If this was a closed file, the investigators might’ve been able to answer more of those lingering questions that would have allowed the Legislature to begin a new session without this latest distraction. Some examples:
- Who sent the messages in Schwertner’s name? Did Schwertner send it or did someone else?
- What device were the messages sent from? Who does it belong to?
- Where’s the full report?
- Why wasn’t this done in a way that could clear his name? And if that’s on him, as the investigator implies, why didn’t he cooperate and provide information to make his innocence apparent?
- The investigation said Schwertner gave the complainant his card with a cell phone number purchased from Hushed, an application that allows users to communicate via cell phones without revealing their actual cell phone numbers. Why?
- Why would someone going to that extent to disguise themselves give away their password for Hushed to a third party?
- Who is this third party (if there is one at all)? Why won’t Schwertner identify the person? Why did he or she have access to his Hushed account? Was that person’s phone used to send the messages?

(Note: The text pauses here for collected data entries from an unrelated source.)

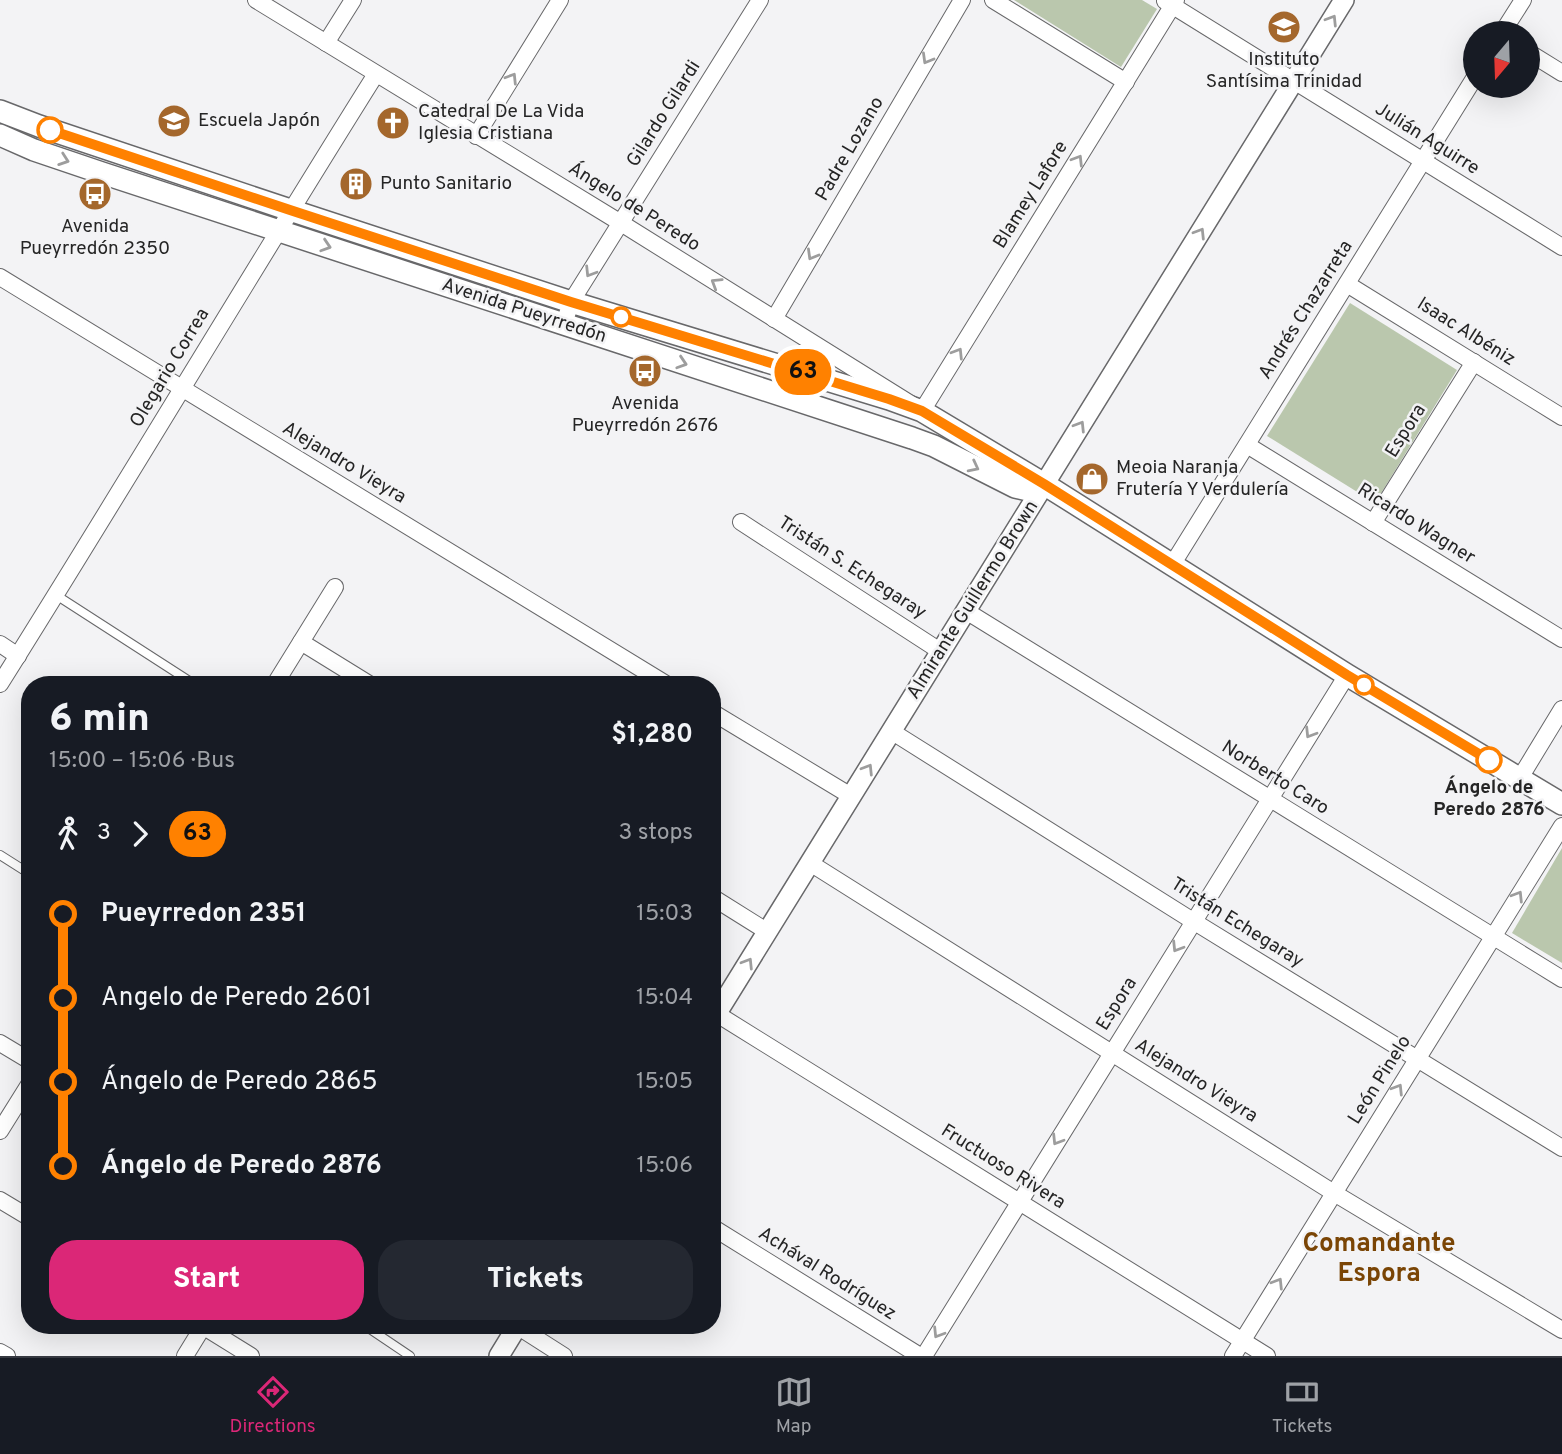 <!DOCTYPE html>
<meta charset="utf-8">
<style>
body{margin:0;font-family:Overpass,sans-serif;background:#242831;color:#f1f3f6;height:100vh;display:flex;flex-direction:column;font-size:26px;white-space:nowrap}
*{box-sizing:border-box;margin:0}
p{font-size:23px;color:#9ea1a6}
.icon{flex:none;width:38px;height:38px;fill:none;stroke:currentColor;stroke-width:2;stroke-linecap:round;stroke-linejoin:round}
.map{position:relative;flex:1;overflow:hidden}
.side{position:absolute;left:21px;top:676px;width:700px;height:658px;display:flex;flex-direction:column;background:#171b24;border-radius:28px;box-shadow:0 7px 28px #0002}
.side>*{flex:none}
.badge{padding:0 14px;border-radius:23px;font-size:24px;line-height:46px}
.needle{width:46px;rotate:199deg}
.tools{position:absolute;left:1463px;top:21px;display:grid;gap:14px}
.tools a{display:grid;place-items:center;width:77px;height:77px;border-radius:50%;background:#171b24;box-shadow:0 7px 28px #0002;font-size:35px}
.map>.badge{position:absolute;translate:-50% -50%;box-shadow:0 0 0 4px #fff}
.legs{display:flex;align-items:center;gap:10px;height:77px;padding:0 28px;font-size:23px}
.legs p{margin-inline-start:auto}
.summary{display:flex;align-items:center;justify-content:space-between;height:119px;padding:0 28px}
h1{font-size:38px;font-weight:800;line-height:52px}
.primary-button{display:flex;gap:14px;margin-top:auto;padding:14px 28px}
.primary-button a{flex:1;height:80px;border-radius:28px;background:#db2777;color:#fff;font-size:28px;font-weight:800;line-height:80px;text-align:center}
.primary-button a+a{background:#242831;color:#f1f3f6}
ul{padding:0 28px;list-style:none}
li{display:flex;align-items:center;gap:24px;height:84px;font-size:26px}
li i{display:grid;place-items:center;width:10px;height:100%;margin:0 9px;background:currentColor}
li i::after{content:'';width:18px;height:18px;margin:-9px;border:5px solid;border-radius:50%;background:#171b24}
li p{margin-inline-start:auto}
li:first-child i{background:linear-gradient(#0000 50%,currentColor 0)}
li:last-child i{background:linear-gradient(currentColor 50%,#0000 0)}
.menu{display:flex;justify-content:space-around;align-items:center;height:98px;border-top:2px solid #363941;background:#171b24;font-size:19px;color:#9ea1a6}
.menu a{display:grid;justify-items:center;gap:4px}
.menu .on{color:#db2777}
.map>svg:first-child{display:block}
.green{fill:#bac7ad}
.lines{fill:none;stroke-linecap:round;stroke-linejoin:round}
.service-casing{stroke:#68686a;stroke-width:10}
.minor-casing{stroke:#68686a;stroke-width:18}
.tertiary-casing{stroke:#68686a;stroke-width:22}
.secondary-casing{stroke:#68686a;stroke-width:24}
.service{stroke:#fff;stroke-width:8}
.minor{stroke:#fff;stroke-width:16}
.tertiary{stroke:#fff;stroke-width:19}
.secondary{stroke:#fff;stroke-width:21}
.oneway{stroke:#9d9d9d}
.line-1-casing{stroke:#fff;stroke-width:16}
.line-1{stroke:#ff8100;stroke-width:10}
.stop-1-dot{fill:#fff;stroke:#ff8100;stroke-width:3.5}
.labels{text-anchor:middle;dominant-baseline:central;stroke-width:5;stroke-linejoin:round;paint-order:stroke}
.poi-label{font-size:19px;fill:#252525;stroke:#f3f3f5;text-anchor:start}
.street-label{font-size:19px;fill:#252525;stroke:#f3f3f5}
.stop-label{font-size:19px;font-weight:bold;fill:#252525;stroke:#f3f3f5}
.district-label{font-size:26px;font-weight:bold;fill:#7a4505;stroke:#f3f3f5}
</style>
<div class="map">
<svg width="1562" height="1356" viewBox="0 0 1562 1356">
<rect width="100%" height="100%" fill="#f3f3f5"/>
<!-- green -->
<g class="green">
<polygon points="1014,0 1142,0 1157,9 1121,67"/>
<polygon points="1350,303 1457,370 1375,503 1267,436"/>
<polygon points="1562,848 1562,963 1512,933"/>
</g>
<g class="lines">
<defs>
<g id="service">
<polyline points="56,595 194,684"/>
<polyline points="0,855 30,874"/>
<polyline points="364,1325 410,1356"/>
</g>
<g id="minor">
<polyline points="256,0 621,223 922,411 1176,0"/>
<polyline points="993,0 1126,82"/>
<polyline points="1165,1 1562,247"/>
<polyline points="1502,33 1523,0"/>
<polyline points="326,43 353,0"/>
<polyline points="1528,52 1562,73"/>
<polyline points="476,136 560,0"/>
<polyline points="0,277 666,684"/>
<polyline points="1347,284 1562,417"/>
<polyline points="774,319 962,0"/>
<polyline points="564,324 571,302 760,0"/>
<polyline points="1247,445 1562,639"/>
<polyline points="741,522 940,651"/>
<polyline points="1373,523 1474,362"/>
<polyline points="1172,565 1475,77"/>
<polyline points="966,611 1562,979"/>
<polyline points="301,642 369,684"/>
<polyline points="0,644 18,656"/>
<path d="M0 684C127 482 249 276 376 74"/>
<polyline points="275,684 335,587"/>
<polyline points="712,712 851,796"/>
<polyline points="891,731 1193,921 1562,1148"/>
<polyline points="1520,778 1562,709"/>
<polyline points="810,863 1334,1193 1562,1330"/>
<polyline points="712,897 768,932"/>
<polyline points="717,1014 1267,1356"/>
<polyline points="0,1043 30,1061"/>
<polyline points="0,1131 30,1083"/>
<polyline points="0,1200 30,1218"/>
<polyline points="712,1227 920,1356"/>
<polyline points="201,1325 251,1356"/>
<polyline points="517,1326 564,1356"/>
<polyline points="0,1352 7,1356"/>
<polyline points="185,1356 204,1325"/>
<polyline points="924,1356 1347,675"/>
<polyline points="1233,1356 1562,826"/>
</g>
<g id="tertiary">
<polyline points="712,1021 1344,0"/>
<polyline points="499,1356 518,1325"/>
</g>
<g id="secondary">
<polyline points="0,111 39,126 290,210 571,302 889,399 922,411 1044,484 1347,675 1562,804"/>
<polyline points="0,135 34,150 102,173 912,438 934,446 1015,487 1028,490 1044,484"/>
</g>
</defs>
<!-- service casing -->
<use href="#service" class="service-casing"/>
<!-- minor casing -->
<use href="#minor" class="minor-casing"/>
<!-- tertiary casing -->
<use href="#tertiary" class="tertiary-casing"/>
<!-- secondary casing -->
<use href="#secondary" class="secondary-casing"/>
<!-- service -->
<use href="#service" class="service"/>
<!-- minor -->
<use href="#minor" class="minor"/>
<!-- tertiary -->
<use href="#tertiary" class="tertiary"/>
<!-- secondary -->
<use href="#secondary" class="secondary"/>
</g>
<!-- one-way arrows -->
<defs><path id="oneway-chevron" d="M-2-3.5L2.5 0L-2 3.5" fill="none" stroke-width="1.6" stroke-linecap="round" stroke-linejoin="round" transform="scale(1.75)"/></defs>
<g class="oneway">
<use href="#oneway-chevron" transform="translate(1332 20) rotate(-58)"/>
<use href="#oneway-chevron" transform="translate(927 59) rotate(120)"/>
<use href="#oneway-chevron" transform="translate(512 78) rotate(-58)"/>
<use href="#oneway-chevron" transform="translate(64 160) rotate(19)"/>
<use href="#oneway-chevron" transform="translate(1078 160) rotate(-58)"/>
<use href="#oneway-chevron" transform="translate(1200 233) rotate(-58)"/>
<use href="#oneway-chevron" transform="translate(326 246) rotate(18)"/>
<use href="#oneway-chevron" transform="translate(812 255) rotate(120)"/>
<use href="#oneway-chevron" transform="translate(590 272) rotate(122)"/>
<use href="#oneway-chevron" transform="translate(716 283) rotate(-148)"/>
<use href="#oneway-chevron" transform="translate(958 353) rotate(-58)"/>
<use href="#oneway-chevron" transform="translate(682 363) rotate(18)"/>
<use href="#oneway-chevron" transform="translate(1080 426) rotate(-58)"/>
<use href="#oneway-chevron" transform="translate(974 467) rotate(27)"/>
<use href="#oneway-chevron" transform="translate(1310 733) rotate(122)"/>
<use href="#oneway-chevron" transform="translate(868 769) rotate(-58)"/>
<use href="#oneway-chevron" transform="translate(1518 896) rotate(-58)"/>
<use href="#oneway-chevron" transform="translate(1177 947) rotate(122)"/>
<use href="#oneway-chevron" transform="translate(748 963) rotate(-58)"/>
<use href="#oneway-chevron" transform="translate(1398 1089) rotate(-58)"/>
<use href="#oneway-chevron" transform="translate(1057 1140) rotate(122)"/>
<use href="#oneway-chevron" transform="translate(1278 1283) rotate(-58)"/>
<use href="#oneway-chevron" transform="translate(938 1333) rotate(122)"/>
</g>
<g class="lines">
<defs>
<polyline id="line-1" points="50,130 290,210 571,302 889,399 922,411 1044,484 1347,675 1489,760"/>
</defs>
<!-- line-1 casing -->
<use href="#line-1" class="line-1-casing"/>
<!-- line-1 -->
<use href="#line-1" class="line-1"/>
</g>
<!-- icons -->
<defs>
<symbol id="school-disc" viewBox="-11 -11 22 22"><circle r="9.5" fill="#a4672c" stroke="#f3f3f5"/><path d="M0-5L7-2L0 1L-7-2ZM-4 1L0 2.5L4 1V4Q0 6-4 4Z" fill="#fff"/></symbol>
<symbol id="church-disc" viewBox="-11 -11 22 22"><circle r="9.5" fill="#a4672c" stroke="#f3f3f5"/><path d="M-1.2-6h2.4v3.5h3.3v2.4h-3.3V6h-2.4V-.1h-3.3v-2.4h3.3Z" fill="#fff"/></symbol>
<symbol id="building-disc" viewBox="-11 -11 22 22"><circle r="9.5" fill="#a4672c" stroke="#f3f3f5"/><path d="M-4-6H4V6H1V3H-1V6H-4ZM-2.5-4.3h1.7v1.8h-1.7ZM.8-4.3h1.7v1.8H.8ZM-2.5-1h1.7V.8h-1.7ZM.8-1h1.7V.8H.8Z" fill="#fff"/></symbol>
<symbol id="bus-disc" viewBox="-11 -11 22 22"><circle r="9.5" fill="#a4672c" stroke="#f3f3f5"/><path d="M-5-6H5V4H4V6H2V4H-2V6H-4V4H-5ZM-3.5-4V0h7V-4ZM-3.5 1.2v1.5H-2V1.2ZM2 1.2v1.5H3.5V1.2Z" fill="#fff"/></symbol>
<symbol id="shop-disc" viewBox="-11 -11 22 22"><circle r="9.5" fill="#a4672c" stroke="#f3f3f5"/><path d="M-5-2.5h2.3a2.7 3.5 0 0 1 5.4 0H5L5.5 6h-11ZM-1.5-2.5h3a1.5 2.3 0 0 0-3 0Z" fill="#fff"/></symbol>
</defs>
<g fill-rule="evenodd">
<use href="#school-disc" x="1265" y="8" width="38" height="38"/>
<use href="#school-disc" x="155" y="102" width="38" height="38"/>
<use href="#church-disc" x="374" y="104" width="38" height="38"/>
<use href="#building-disc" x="337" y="165" width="38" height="38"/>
<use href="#bus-disc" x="76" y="175" width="38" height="38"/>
<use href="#bus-disc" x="626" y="352" width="38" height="38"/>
<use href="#shop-disc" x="1073" y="460" width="38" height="38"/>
</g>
<!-- markers -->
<g class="stop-1-dot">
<circle cx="50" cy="130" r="12"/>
<circle cx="621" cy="317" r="9"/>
<circle cx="1364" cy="685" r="9"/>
<circle cx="1489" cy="760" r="12"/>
</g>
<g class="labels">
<!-- poi labels -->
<g class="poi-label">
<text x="1284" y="60" text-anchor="middle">Instituto<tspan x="1284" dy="22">Santísima Trinidad</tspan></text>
<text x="418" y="112">Catedral De La Vida<tspan x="418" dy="22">Iglesia Cristiana</tspan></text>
<text x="198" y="121">Escuela Japón</text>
<text x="380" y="184">Punto Sanitario</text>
<text x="95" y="227" text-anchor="middle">Avenida<tspan x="95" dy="22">Pueyrredón 2350</tspan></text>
<text x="645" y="404" text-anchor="middle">Avenida<tspan x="645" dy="22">Pueyrredón 2676</tspan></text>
<text x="1116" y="468">Meoia Naranja<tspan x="1116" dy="22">Frutería Y Verdulería</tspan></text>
</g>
<!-- street labels -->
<g class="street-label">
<text transform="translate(664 114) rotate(-58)">Gilardo Gilardi</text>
<text transform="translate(1427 139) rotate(32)">Julián Aguirre</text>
<text transform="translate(850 149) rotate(-60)">Padre Lozano</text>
<text transform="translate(1031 195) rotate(-58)">Blamey Lafore</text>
<text transform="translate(634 207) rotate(32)">Ángelo de Peredo</text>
<text transform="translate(1306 310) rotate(-58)">Andrés Chazarreta</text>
<text transform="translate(524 311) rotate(18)">Avenida Pueyrredón</text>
<text transform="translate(1466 332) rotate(32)">Isaac Albéniz</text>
<text transform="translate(170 368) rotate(-59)">Olegario Correa</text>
<text transform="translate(1406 431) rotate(-58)">Espora</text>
<text transform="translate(344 463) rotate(31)">Alejandro Vieyra</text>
<text transform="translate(1416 524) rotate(32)">Ricardo Wagner</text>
<text transform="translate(852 568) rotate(33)">Tristán S. Echegaray</text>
<text transform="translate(973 600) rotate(-58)">Almirante Guillermo Brown</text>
<text transform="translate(1275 778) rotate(32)">Norberto Caro</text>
<text transform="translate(1237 923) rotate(32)">Tristán Echegaray</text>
<text transform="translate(1117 1004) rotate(-58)">Espora</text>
<text transform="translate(1380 1080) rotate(-58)">León Pinelo</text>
<text transform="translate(1196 1081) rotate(32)">Alejandro Vieyra</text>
<text transform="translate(1003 1167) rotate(32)">Fructuoso Rivera</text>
<text transform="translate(827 1274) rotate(32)">Achával Rodríguez</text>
</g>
<!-- stop labels -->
<g class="stop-label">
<text x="1489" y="788">Ángelo de<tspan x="1489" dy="22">Peredo 2876</tspan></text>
</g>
<!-- district labels -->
<g class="district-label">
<text x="1379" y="1244">Comandante<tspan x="1379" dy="30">Espora</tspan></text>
</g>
</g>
</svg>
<div class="tools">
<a><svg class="needle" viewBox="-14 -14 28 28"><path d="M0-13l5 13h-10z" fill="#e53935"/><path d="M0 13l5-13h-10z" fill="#9ea1a6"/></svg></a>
</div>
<b class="badge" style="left:803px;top:372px;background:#ff8100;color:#111">63</b>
<section class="side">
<div class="summary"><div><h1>6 min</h1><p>15:00 – 15:06 · Bus</p></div><b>$1,280</b></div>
<div class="legs"><svg class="icon" aria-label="walk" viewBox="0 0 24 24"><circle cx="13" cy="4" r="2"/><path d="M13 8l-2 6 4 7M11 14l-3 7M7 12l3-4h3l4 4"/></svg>3<svg class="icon" aria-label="forward" viewBox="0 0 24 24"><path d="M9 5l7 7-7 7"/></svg><b class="badge" style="background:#ff8100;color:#111">63</b><p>3 stops</p></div>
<ul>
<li><i style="color:#ff8100"></i><b>Pueyrredon 2351</b><p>15:03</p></li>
<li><i style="color:#ff8100"></i><span>Angelo de Peredo 2601</span><p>15:04</p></li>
<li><i style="color:#ff8100"></i><span>Ángelo de Peredo 2865</span><p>15:05</p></li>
<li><i style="color:#ff8100"></i><b>Ángelo de Peredo 2876</b><p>15:06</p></li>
</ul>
<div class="primary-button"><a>Start</a><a>Tickets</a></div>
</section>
</div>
<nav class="menu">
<a class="on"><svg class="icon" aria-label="directions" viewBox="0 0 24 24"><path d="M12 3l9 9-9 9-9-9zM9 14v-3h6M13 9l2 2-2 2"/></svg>Directions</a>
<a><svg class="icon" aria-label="map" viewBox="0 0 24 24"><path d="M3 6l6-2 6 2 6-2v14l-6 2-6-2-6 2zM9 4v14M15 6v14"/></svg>Map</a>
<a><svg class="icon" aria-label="tickets" viewBox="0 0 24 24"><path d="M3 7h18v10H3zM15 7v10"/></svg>Tickets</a>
</nav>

“This unfortunate matter is now closed,” Schwertner said in a written statement sent to news media after the executive summary of Sutton’s report was made public. He got one letter wrong in that sentence, using a “W” where a “T” would be more apt.
This unfortunate matter is not closed.
See here for the background. As I suggested, it’s hard to escape the conclusion that Schwertner is covering up for somebody, which raises even more questions. Ramsey is right that this matter is not closed, and that these and other questions will linger, not just over Schwertner but the whole Senate, throughout the session. It’s just that Schwertner has already faced the voters – who clearly did not have all of the information they could have had – and with the decline of the Capitol press corps, there’s not much of a mechanism for keeping a spotlight on these questions. There’s still a story out there, and I’m sure someone will continue to pursue it. But unless and until someone finds and publishes answers to these questions, this unfortunate matter will remain dormant. For Sen. Schwertner’s purposes, that’s good enough.